◆ TASK PROMPT: This exercise calls for duplicating every entry below exactly, without the images.

---------------

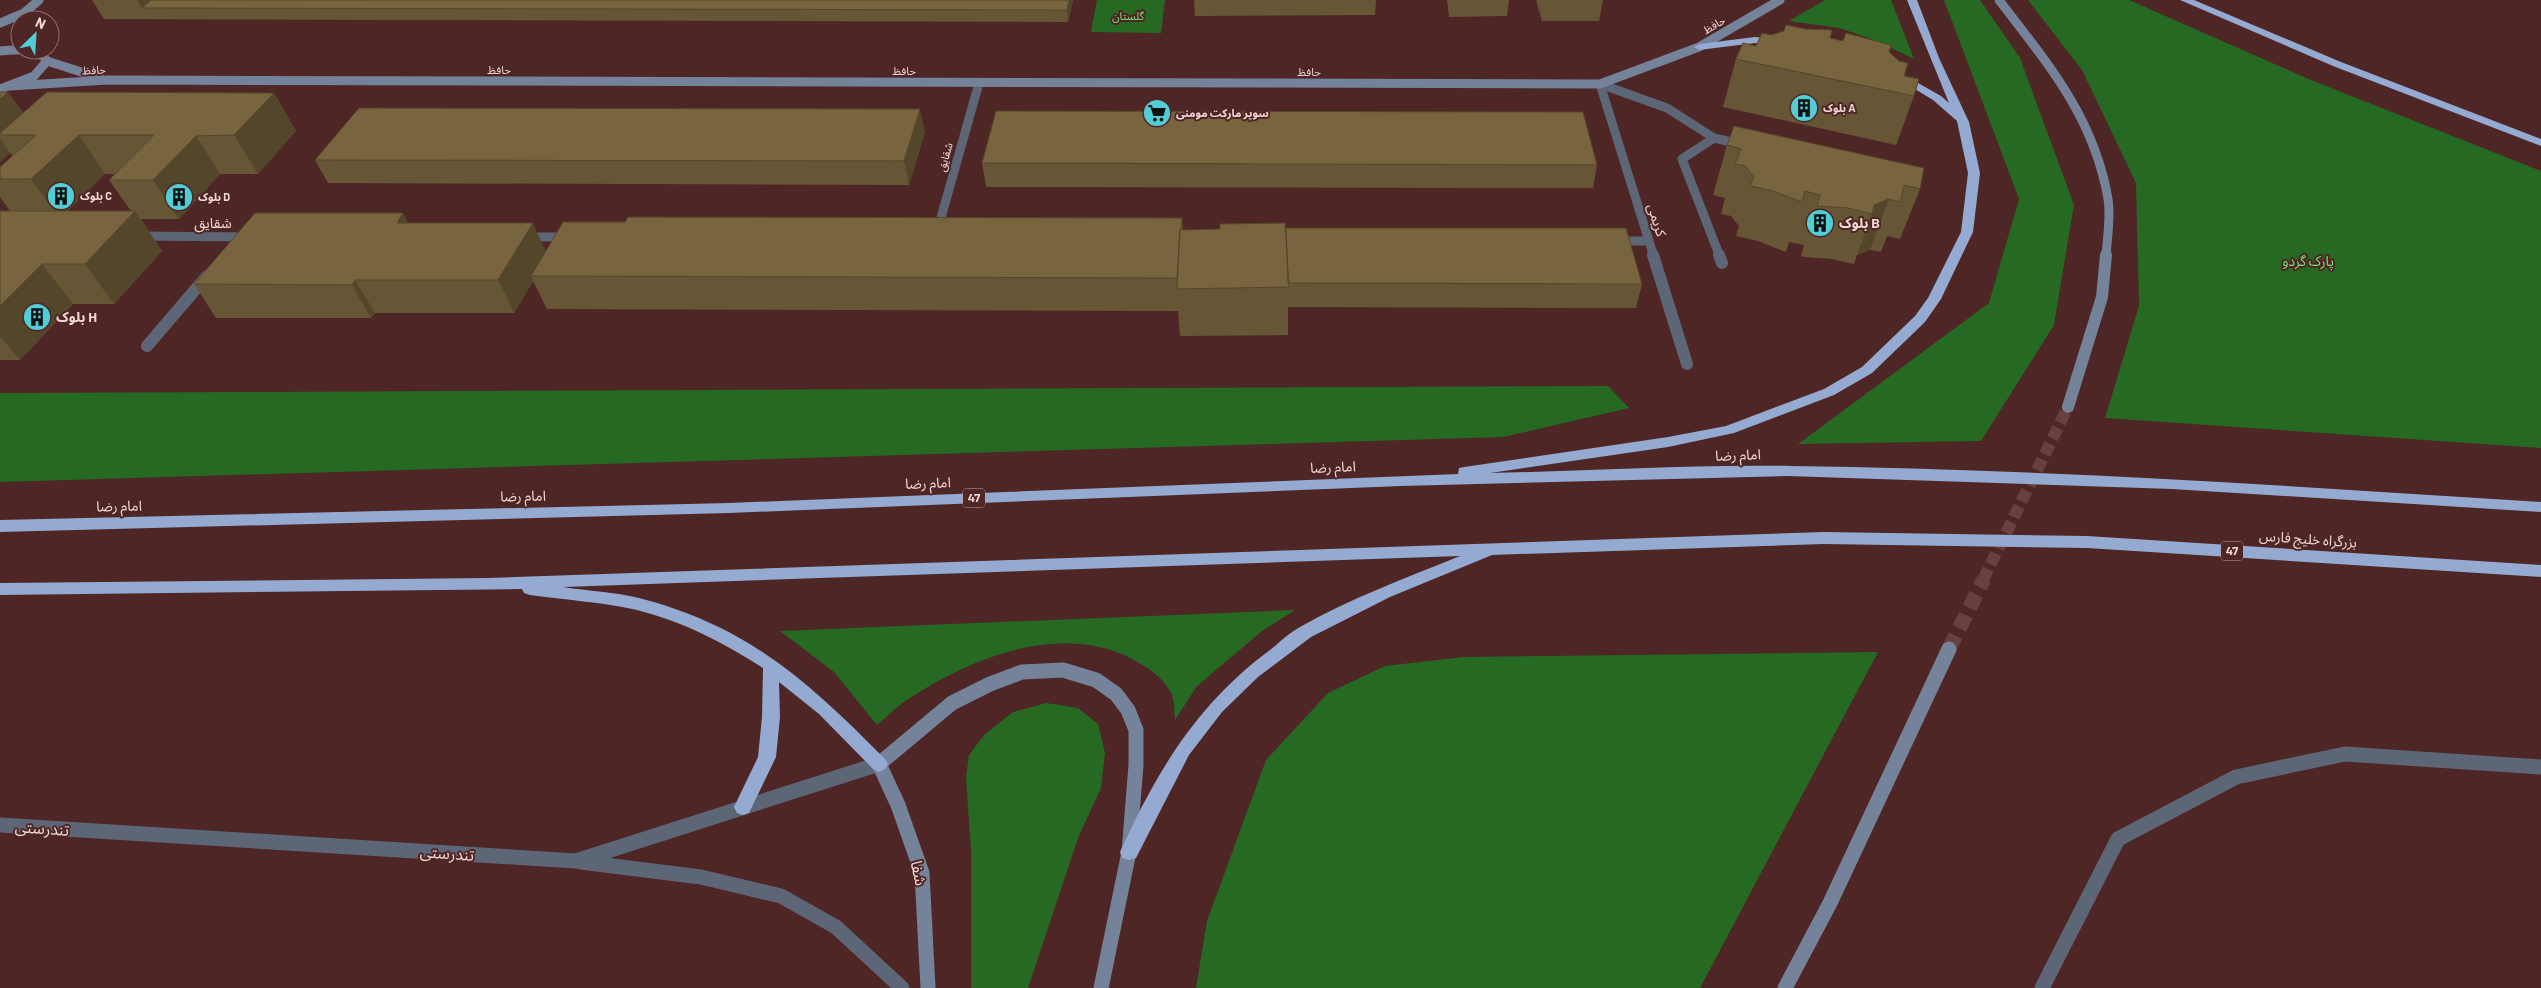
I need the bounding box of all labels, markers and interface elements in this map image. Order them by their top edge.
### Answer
park label: گلستان [1112,9,1144,23]
north arrow [10,10,60,60]
text: N [33,13,49,32]
street label: حافظ [1700,13,1728,36]
street label: حافظ [82,62,107,77]
street label: حافظ [487,63,511,76]
street label: حافظ [892,64,916,77]
street label: حافظ [1297,65,1321,78]
building icon: بلوک A [1789,93,1819,123]
supermarket icon: سوپر مارکت مومنی [1142,98,1172,128]
place label: بلوک A [1823,101,1856,115]
place label: سوپر مارکت مومنی [1176,106,1269,121]
street label: شقایق [934,141,956,173]
building icon: بلوک C [46,181,76,211]
building icon: بلوک D [164,182,194,212]
place label: بلوک C [80,189,112,203]
place label: بلوک D [198,190,230,204]
street label: کریمی [1643,201,1671,239]
building icon: بلوک B [1805,208,1835,238]
street label: شقایق [194,214,232,233]
place label: بلوک B [1839,214,1880,231]
park label: پارک گردو [2282,252,2334,271]
building icon: بلوک H [22,302,52,332]
place label: بلوک H [56,308,97,325]
street label: امام رضا [1715,445,1761,467]
street label: امام رضا [1310,457,1356,479]
street label: امام رضا [905,473,951,495]
street label: امام رضا [500,487,546,507]
road number: 47 [963,488,985,508]
street label: امام رضا [96,497,142,517]
street label: بزرگراه خلیج فارس [2258,527,2358,553]
road number: 47 [2221,542,2243,560]
street label: تندرستی [14,816,70,840]
street label: تندرستی [419,841,475,865]
street label: شفا [908,859,931,887]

---------------

◆ EXPECTED OUTPUT:
I need the bounding box of all labels, markers and interface elements in this map image. Order them by their top edge.
### Answer
park label: گلستان [1112,9,1144,23]
north arrow [10,10,60,60]
text: N [33,13,49,32]
street label: حافظ [1700,13,1728,36]
street label: حافظ [82,62,107,77]
street label: حافظ [487,63,511,76]
street label: حافظ [892,64,916,77]
street label: حافظ [1297,65,1321,78]
building icon: بلوک A [1789,93,1819,123]
supermarket icon: سوپر مارکت مومنی [1142,98,1172,128]
place label: بلوک A [1823,101,1856,115]
place label: سوپر مارکت مومنی [1176,106,1269,121]
street label: شقایق [934,141,956,173]
building icon: بلوک C [46,181,76,211]
building icon: بلوک D [164,182,194,212]
place label: بلوک C [80,189,112,203]
place label: بلوک D [198,190,230,204]
street label: کریمی [1643,201,1671,239]
building icon: بلوک B [1805,208,1835,238]
street label: شقایق [194,214,232,233]
place label: بلوک B [1839,214,1880,231]
park label: پارک گردو [2282,252,2334,271]
building icon: بلوک H [22,302,52,332]
place label: بلوک H [56,308,97,325]
street label: امام رضا [1715,445,1761,467]
street label: امام رضا [1310,457,1356,479]
street label: امام رضا [905,473,951,495]
street label: امام رضا [500,487,546,507]
road number: 47 [963,488,985,508]
street label: امام رضا [96,497,142,517]
street label: بزرگراه خلیج فارس [2258,527,2358,553]
road number: 47 [2221,542,2243,560]
street label: تندرستی [14,816,70,840]
street label: تندرستی [419,841,475,865]
street label: شفا [908,859,931,887]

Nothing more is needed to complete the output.